The study is the most comprehensive investigation into the perception, impact and consequences of online hate in Germany since 2019. More than 3,000 internet users in Germany aged 16 and over were surveyed. The most important results:

  • Online hate can affect everyone. But not everyone equally. Almost every second person (49%) has been insulted online. A quarter (25%) of respondents have been confronted with physical violence and 13% with sexualized violence. People with a visible migration background (30%), young women (30%) and people with a homosexual (28%) or bisexual (36%) orientation are particularly frequently affected, according to their own statements. Almost every second young woman (42%) has already received an unsolicited nude photo.
  • Online hate leads to withdrawal from democratic discourse. More than half of respondents are less likely to express their own political opinion online (57%), participate less in discussions (55%) and deliberately formulate posts more cautiously (53%) due to fear. 82% of respondents fear that online hate is a threat to diversity on the internet. More than three quarters (76%) are concerned that hate online will also increase violence in everyday life. The majority (89%) agree that online hate has increased in recent years. Only 5% have ever reported hate against themselves to the police.
  • Platforms must take responsibility for hate online. 86% of respondents think that social media platforms need to take more responsibility. 79% agree with the statement that these platforms should also bear financial responsibility for the social damage caused by online hate.

Demands of the editors

The publishers of the study call for better support for those affected by online hate speech. A nationwide network of specialized advice centers and trained law enforcement agencies that take those affected seriously and do not turn them away are needed. Because the study shows: So far, people who experience hate online have only taken advantage of institutional services in a few cases. Consistent application of existing laws on the internet is therefore necessary. The European Digital Services Act (DSA) must be implemented quickly.

They demand that social media platformstake consistent action against hate and violations of youth media protection. In future, very large online platforms in particular would also have to take financial responsibility for the social damage caused by hate and disinformation.

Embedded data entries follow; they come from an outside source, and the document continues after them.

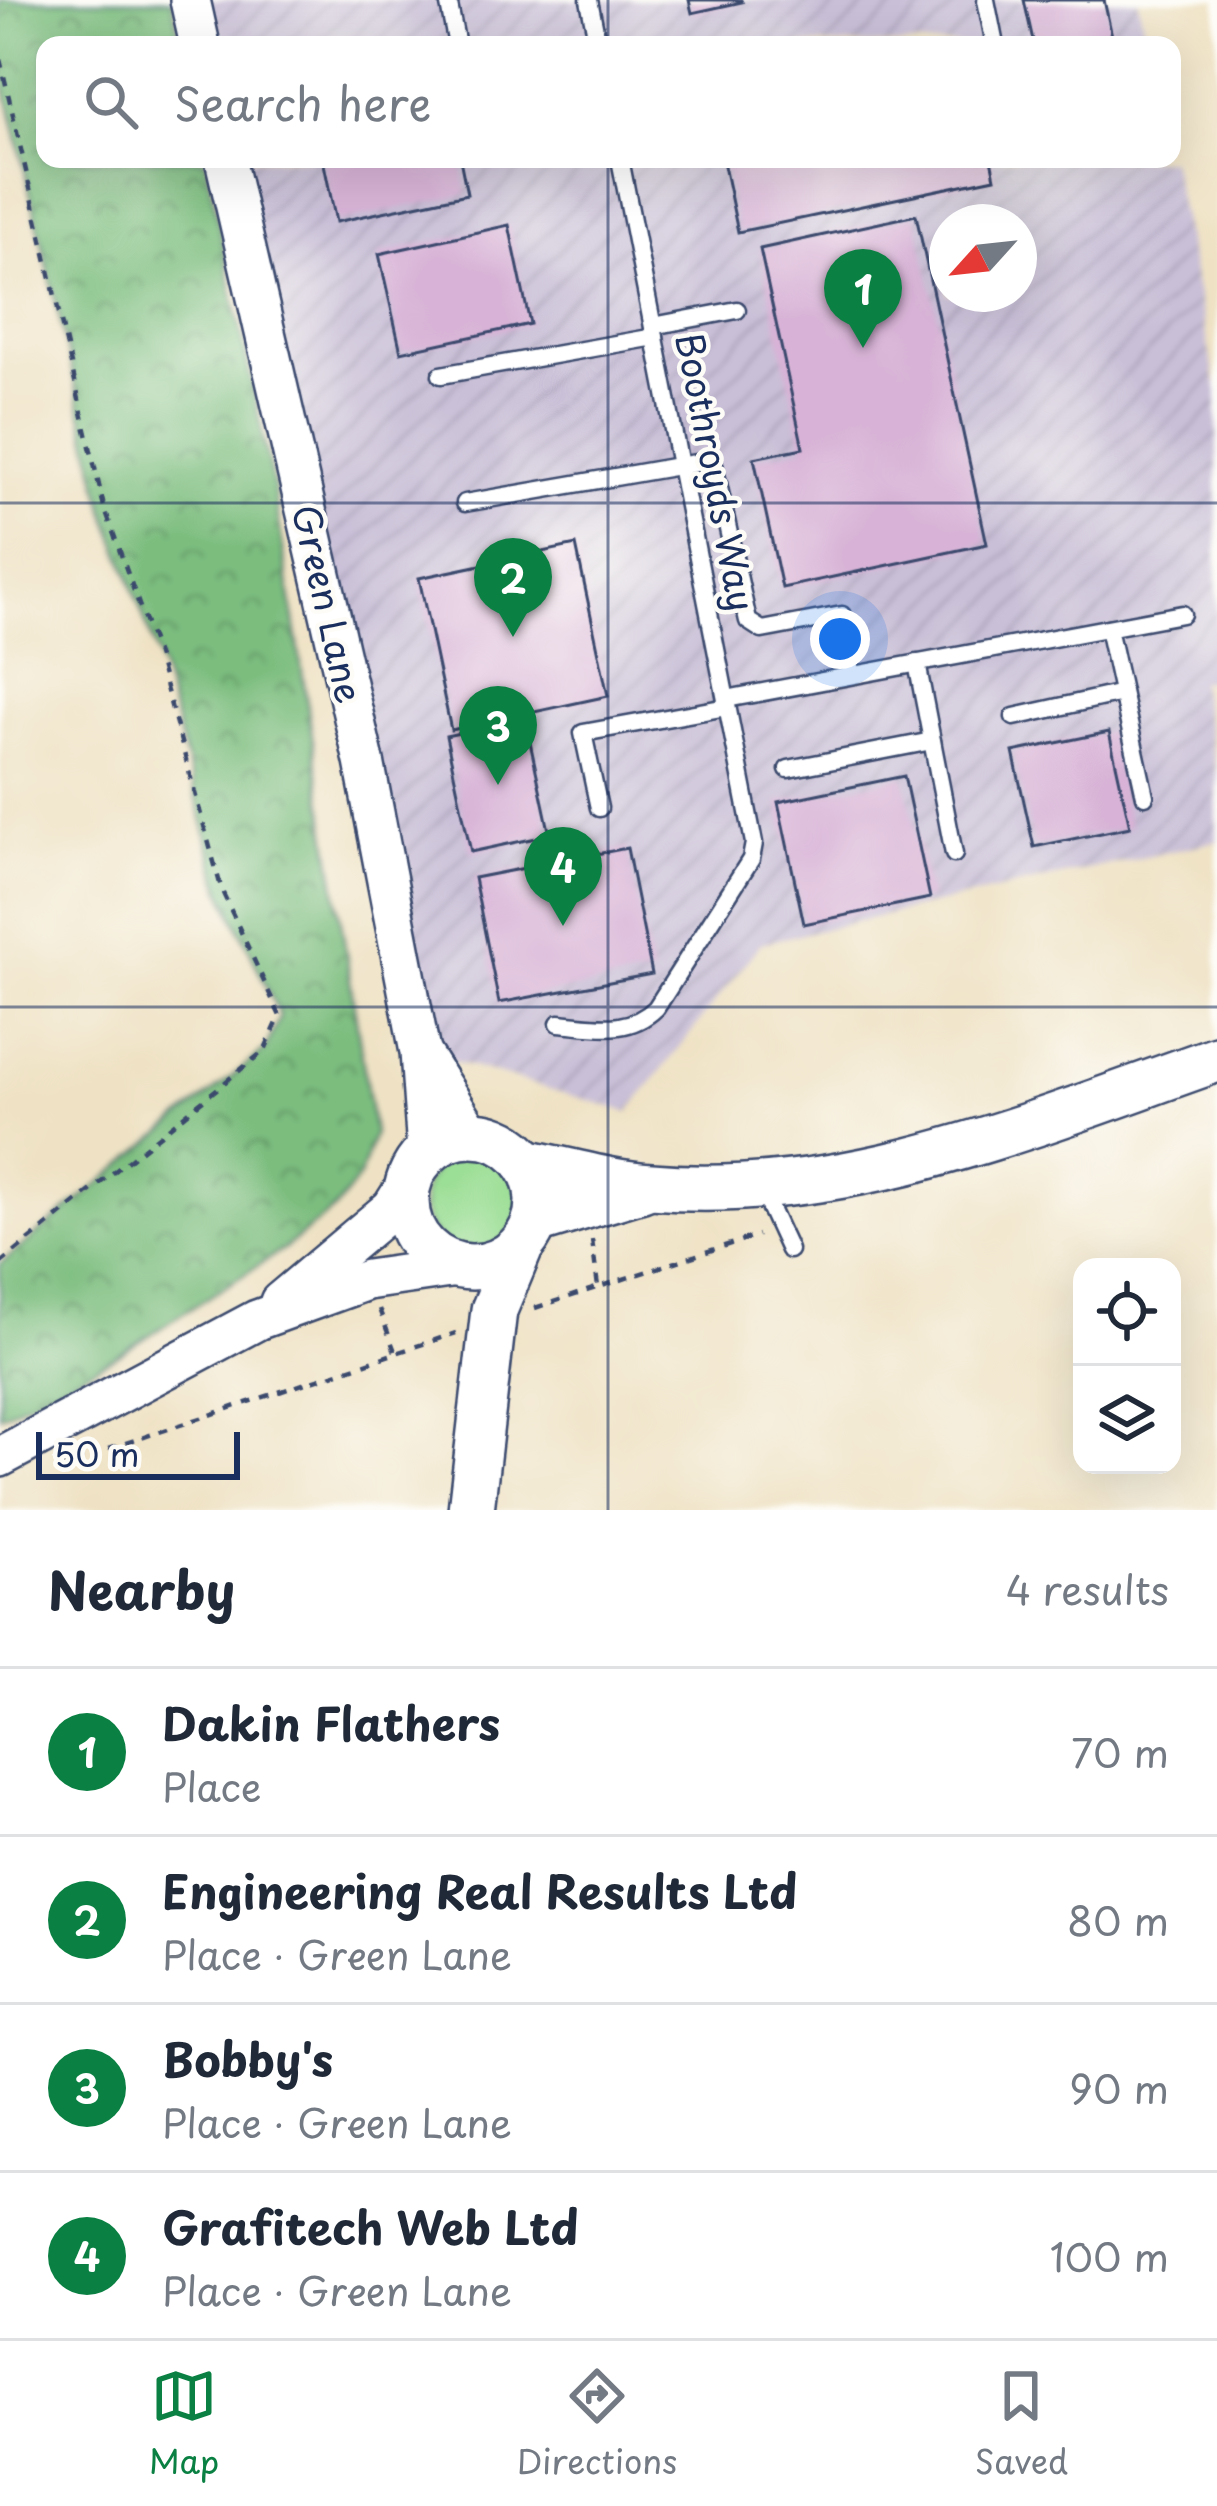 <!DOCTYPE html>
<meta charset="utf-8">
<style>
:root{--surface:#fff;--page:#f6f6f7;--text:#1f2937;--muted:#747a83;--line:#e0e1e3;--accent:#0b8043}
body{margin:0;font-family:"Playpen Sans",sans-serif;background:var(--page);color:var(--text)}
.controls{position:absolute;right:36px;bottom:36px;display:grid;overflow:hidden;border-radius:24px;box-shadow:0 12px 48px #0002}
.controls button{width:108px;height:108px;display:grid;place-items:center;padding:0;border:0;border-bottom:3px solid var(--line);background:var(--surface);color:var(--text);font:60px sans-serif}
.compass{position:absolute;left:929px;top:204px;width:108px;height:108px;border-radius:50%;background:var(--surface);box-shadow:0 12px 48px #0002;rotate:243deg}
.scale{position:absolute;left:36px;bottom:30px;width:204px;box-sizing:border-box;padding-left:12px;border:6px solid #1b2f5e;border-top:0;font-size:33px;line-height:42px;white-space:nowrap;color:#1b2f5e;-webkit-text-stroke:9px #fdfcf7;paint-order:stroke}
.you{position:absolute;left:840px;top:639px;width:42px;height:42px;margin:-30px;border:9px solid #fff;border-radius:50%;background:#1a73e8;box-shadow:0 0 0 18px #1a73e833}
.badge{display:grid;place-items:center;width:78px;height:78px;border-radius:50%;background:var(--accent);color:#fff;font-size:39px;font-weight:700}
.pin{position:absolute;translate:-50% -99px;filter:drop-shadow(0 3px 6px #0008)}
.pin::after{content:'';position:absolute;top:63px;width:42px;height:36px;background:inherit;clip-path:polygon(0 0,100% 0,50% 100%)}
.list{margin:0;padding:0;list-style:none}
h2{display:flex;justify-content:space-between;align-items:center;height:156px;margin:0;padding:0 48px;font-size:51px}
h2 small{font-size:39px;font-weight:400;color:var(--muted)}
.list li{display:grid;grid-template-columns:78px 1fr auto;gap:36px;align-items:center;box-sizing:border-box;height:168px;padding:0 48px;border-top:3px solid var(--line)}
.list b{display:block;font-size:45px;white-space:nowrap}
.list p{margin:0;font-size:39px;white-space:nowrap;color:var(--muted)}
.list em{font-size:39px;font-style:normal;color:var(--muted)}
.icon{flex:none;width:66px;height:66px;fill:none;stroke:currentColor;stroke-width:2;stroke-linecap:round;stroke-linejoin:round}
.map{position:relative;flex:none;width:1217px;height:1510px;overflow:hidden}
.search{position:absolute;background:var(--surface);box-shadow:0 12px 48px #0002;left:36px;right:36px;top:36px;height:132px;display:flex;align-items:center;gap:30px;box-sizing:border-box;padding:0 42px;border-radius:24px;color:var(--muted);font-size:45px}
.sheet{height:828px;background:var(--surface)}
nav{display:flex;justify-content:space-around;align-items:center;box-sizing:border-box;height:168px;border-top:3px solid var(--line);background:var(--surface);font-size:33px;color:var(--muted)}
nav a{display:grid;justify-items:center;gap:6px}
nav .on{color:var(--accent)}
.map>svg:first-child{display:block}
.industrial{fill:url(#industrial-furrows);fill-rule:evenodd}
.grass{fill:#9bde95;stroke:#5b867a;stroke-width:3}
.forest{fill:url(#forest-crowns);stroke:#4c766e;stroke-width:3}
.building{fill:#d8b3d7}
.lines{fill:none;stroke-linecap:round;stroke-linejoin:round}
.service-casing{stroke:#3b4a6d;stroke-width:21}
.tertiary-casing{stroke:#3b4a6d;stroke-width:44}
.secondary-casing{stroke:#3b4a6d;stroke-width:50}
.path{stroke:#3b4a6d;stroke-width:4.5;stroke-dasharray:9 9;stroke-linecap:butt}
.service{stroke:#fff;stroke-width:16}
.tertiary{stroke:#fff;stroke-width:39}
.secondary{stroke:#fff;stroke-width:45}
.grid{fill:none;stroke:#1b2f5e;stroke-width:3;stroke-opacity:0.55}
.labels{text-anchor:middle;stroke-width:9;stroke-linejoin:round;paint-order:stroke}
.street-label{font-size:36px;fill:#1b2f5e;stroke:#fdfcf7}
</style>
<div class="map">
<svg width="1217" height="1510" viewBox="0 0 1217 1510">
<defs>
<pattern id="industrial-furrows" width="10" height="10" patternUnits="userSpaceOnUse" patternTransform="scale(3)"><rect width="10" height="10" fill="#c9bfd7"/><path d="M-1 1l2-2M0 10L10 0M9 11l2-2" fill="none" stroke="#aca4bb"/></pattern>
<pattern id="forest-crowns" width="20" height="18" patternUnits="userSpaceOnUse" patternTransform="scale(3)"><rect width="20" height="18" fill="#7cbd7e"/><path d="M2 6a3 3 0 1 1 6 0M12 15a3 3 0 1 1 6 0" fill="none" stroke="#659a6a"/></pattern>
</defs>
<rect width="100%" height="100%" fill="#fdfcf7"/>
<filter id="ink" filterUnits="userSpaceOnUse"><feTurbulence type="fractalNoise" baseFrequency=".00833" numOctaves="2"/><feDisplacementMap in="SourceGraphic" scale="24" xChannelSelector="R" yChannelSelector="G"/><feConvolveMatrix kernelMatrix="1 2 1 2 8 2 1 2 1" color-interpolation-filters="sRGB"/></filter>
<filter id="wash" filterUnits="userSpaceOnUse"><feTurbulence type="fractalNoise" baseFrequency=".004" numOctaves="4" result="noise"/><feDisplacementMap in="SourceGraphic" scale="48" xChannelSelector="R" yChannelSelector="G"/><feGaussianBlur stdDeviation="2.7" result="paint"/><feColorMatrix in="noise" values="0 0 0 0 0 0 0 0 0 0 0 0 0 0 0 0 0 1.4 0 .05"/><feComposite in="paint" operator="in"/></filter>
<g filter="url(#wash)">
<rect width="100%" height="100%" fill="#efe2c4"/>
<g class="industrial">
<path d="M188,0h950l9,45h-949z"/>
<path d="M224,159h946l47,228v291l-18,4 18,92v67l-456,102 -132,169 -209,-60zM947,222h72v72h-72z"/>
</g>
<circle class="grass" cx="472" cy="1202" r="49"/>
<path class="forest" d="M0,0h172l9,45h-136v114h160l69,331 100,643 -14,43 -24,32 -55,43 -163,104 -118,61v-152l265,-214 15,-34 -58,-125 -65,-236 -53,-148 -104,-442z"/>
<g id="blocks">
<g class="building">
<path d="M689,0h52l1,2 -50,11z"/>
<path d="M1024,0h80l10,45h-80z"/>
<path d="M323,159h137l7,35 -131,28z"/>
<path d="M732,159h259l4,19 -257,54 -15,-71z"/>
<path d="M916,215l71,329 -205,44 -28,-130 49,-10 -43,-199z"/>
<path d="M509,225l21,99 -129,28 -22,-98z"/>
<path d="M576,545l32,151 -157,34 -32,-152z"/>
<path d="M525,719l25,116 -79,17 -25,-116z"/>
<path d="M1109,732l21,95 -96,20 -21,-95z"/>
<path d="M904,776l26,122 -126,26 -26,-122z"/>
<path d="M627,848l25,126 -153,29 -25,-125z"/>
</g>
</g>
</g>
<g filter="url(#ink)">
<use href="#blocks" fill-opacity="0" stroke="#3b4a6d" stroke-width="3"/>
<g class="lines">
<g class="service-casing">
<g id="service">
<path d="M448,0l9,45"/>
<path d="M589,0l9,45"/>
<path d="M986,0l9,45"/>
<path d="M653,326l84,-16"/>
<path d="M441,375l214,-38"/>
<path d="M465,503l248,-43 35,161 14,9 80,-15 10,60"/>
<path d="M1108,628l37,168"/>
<path d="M917,663l37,191"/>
<path d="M726,699l456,-85"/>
<path d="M1014,717l108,-24"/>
<path d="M788,769l144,-28"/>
<path d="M599,808l-16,-75 144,-26"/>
<path d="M559,1023c37,3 69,12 97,-15l95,-149 3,-16 -134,-684"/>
<path d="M760,1187l29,63"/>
</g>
</g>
<g class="tertiary-casing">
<g id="tertiary">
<path d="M190,0l10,45"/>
<path d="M225,159l139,602 56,291 7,99"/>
<path d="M423,1057l49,78"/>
<path d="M280,1302l112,-94 14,-22"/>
<path d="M0,1457l257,-137 110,-40 90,-13"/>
</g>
</g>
<g class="secondary-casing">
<g id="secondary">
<circle cx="472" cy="1201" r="66"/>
<path d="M525,1162c41,8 84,21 126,24 197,17 384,-63 566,-127"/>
<path d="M536,1221l106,-32"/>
<path d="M471,1510l23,-200 25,-60"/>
</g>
</g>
<g class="path">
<path d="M0,59l104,448 53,148 65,236 58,125 -15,34 -265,214"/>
<path d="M592,1240l6,47"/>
<path d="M535,1308l223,-73"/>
<path d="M379,1309l17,45"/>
<path d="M57,1466l399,-133"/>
</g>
<use href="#service" class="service"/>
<use href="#tertiary" class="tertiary"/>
<use href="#secondary" class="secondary"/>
</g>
</g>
<path class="grid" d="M608,0v45M608,159v1351M0,503h1217M0,1007h1217"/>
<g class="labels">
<g class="street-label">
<text transform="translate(715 472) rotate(79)" y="13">Boothroyds Way</text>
<text transform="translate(327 604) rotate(77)" y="13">Green Lane</text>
</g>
</g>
</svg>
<div class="controls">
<button><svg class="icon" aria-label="locate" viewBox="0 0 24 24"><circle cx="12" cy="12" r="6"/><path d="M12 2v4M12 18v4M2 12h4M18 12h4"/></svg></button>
<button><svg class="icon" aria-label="layers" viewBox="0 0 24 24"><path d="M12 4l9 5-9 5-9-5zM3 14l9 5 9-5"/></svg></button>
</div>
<svg class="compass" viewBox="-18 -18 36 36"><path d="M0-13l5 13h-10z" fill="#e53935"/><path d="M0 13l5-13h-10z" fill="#747a83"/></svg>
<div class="scale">50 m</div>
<div class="you"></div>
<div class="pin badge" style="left:863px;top:348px">1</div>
<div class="pin badge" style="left:513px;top:637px">2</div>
<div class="pin badge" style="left:498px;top:785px">3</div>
<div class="pin badge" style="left:563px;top:926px">4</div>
<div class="search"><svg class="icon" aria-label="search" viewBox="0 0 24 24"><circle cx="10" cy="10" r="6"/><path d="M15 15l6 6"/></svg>Search here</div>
</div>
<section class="sheet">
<h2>Nearby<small>4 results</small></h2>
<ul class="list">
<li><span class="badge">1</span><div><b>Dakin Flathers</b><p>Place</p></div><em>70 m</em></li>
<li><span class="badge">2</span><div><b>Engineering Real Results Ltd</b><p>Place · Green Lane</p></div><em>80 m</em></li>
<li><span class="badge">3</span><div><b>Bobby's</b><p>Place · Green Lane</p></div><em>90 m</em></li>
<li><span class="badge">4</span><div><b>Grafitech Web Ltd</b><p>Place · Green Lane</p></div><em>100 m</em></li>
</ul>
</section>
<nav>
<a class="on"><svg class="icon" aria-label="map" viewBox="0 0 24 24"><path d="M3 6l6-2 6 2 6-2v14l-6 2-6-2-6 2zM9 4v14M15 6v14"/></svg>Map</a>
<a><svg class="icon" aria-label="directions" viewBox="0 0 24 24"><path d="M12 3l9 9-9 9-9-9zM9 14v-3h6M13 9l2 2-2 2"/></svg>Directions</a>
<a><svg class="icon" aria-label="saved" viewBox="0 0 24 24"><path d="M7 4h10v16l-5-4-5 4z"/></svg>Saved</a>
</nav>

The organizations are also calling for a national media literacy education campaign, which should be funded with at least the same amount as the digital pact between the federal and state governments (6.5 billion euros). Civil society should also be better supported and hate dynamics on the internet should be continuously monitored.

About the competence network against hate online

The new study on hate online is published by the organizations Das NETTZ, the Gesellschaft für Medienpädagogik und Kommunikationskultur, HateAid and the Neue deutsche Medienmacher*innen as part of the competence network against hate online . The Competence Network against Hate on the Net is an association of five organizations that are committed to combating hate speech and violence in the digital space. As a central point of contact, the competence network provides information to anyone who needs guidance on the topic of hate online, is looking for help, wants to get involved, report on it or wants to receive further training. The competence network is funded by the Federal Ministry for Family Affairs, Senior Citizens, Women and Youth in the federal program "Live Democracy!", the Robert Bosch Stiftung and the State Chancellery of North Rhine-Westphalia.